Exercise: Where the data below has the string "green", return the whole line.

Available data:
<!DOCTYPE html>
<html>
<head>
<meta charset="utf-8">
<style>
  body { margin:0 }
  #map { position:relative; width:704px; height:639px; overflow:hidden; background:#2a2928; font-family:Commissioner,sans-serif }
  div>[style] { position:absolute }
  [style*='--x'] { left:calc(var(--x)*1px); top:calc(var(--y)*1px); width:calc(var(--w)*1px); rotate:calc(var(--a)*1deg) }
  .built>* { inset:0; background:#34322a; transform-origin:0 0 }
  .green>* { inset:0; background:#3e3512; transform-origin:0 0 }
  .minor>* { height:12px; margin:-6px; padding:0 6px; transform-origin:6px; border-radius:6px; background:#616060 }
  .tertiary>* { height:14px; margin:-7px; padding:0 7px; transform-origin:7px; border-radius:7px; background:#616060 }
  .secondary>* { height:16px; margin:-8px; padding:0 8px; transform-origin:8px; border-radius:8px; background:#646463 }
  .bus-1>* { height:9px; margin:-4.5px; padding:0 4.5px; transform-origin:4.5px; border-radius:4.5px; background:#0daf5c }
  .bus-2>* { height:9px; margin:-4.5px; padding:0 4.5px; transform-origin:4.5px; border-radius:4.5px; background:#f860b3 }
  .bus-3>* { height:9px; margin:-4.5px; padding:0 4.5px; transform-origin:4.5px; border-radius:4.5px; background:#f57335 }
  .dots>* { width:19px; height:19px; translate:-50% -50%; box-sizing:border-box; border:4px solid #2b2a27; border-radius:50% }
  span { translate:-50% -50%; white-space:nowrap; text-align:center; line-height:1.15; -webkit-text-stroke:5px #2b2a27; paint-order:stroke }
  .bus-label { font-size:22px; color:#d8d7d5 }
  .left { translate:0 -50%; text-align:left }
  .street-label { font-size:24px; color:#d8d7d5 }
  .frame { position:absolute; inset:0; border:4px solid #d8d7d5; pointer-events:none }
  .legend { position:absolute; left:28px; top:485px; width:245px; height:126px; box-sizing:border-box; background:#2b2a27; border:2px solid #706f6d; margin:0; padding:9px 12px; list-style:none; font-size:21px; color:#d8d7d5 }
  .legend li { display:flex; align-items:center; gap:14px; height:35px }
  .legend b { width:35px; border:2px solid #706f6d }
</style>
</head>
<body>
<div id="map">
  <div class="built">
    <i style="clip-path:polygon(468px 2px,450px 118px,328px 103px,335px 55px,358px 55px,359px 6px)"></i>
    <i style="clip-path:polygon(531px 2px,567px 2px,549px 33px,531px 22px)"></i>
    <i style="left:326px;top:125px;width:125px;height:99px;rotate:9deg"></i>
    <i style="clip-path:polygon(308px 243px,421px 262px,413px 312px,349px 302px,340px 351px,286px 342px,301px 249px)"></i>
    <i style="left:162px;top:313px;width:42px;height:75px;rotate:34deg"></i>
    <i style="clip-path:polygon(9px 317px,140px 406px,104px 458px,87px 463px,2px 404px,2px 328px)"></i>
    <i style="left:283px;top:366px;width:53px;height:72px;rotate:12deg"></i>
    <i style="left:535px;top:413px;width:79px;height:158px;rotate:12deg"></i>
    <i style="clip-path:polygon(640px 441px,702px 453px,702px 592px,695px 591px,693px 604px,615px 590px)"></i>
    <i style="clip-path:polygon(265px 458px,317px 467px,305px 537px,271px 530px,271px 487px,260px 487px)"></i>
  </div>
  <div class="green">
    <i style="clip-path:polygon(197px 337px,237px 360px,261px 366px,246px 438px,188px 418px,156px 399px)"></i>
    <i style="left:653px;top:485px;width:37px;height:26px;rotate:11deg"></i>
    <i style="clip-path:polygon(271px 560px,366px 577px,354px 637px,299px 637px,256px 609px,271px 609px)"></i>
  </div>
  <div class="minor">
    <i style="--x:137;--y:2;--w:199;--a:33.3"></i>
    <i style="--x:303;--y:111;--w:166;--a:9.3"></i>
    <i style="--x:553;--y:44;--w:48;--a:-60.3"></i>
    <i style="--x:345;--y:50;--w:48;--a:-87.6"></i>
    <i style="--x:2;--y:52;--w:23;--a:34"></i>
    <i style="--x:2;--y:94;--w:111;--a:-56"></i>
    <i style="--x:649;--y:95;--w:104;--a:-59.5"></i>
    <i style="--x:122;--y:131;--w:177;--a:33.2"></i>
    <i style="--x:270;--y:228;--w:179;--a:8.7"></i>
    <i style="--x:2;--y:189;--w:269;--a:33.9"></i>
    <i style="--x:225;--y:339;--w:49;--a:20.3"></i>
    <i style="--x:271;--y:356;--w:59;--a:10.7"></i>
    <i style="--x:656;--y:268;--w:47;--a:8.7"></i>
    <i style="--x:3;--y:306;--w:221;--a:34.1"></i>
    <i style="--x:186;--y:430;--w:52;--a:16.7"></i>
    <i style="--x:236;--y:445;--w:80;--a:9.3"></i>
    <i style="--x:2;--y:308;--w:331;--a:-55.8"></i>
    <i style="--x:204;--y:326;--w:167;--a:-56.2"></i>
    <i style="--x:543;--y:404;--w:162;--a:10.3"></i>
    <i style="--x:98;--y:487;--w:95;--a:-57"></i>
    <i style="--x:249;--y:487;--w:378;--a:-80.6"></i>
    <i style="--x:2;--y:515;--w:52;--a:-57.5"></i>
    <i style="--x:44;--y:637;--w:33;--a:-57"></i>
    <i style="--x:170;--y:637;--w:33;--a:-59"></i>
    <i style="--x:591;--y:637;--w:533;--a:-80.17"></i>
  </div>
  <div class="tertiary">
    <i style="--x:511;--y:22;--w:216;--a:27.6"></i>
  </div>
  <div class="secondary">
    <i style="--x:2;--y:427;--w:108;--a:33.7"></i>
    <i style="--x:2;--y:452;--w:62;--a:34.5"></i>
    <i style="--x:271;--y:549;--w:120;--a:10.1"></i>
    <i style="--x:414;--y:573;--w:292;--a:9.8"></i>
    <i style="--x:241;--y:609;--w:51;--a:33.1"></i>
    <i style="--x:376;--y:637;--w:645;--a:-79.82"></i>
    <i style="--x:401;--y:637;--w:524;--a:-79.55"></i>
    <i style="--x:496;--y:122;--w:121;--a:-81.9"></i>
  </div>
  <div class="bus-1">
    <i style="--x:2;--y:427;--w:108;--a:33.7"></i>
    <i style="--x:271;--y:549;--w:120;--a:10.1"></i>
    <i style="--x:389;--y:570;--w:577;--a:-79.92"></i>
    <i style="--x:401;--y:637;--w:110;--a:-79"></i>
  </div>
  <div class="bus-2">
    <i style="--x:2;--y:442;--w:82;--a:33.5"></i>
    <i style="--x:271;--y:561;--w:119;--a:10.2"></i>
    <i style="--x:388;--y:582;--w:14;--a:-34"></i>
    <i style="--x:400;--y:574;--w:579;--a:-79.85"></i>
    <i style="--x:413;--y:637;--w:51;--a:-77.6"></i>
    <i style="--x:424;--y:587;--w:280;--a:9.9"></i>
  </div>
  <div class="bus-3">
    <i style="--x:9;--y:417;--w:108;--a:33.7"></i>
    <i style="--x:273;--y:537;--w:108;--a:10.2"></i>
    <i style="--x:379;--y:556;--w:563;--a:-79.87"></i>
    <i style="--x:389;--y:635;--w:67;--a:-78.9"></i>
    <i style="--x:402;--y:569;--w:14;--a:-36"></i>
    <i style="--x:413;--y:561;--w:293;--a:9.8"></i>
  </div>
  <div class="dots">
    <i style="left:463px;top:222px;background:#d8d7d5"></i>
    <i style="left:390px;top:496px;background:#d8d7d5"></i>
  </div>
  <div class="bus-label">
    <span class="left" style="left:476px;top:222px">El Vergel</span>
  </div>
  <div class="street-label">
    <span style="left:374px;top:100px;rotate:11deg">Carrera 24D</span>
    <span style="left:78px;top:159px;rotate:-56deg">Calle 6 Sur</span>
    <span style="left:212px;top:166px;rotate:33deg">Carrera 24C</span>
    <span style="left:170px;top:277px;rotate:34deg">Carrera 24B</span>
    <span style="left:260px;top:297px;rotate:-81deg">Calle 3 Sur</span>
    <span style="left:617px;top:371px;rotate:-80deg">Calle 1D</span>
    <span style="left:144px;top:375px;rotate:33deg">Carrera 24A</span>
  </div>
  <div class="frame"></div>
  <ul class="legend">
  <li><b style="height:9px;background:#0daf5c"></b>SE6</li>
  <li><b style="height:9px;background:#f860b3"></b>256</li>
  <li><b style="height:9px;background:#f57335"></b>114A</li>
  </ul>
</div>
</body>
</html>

Exercise answer:
  .green>* { inset:0; background:#3e3512; transform-origin:0 0 }
  <div class="green">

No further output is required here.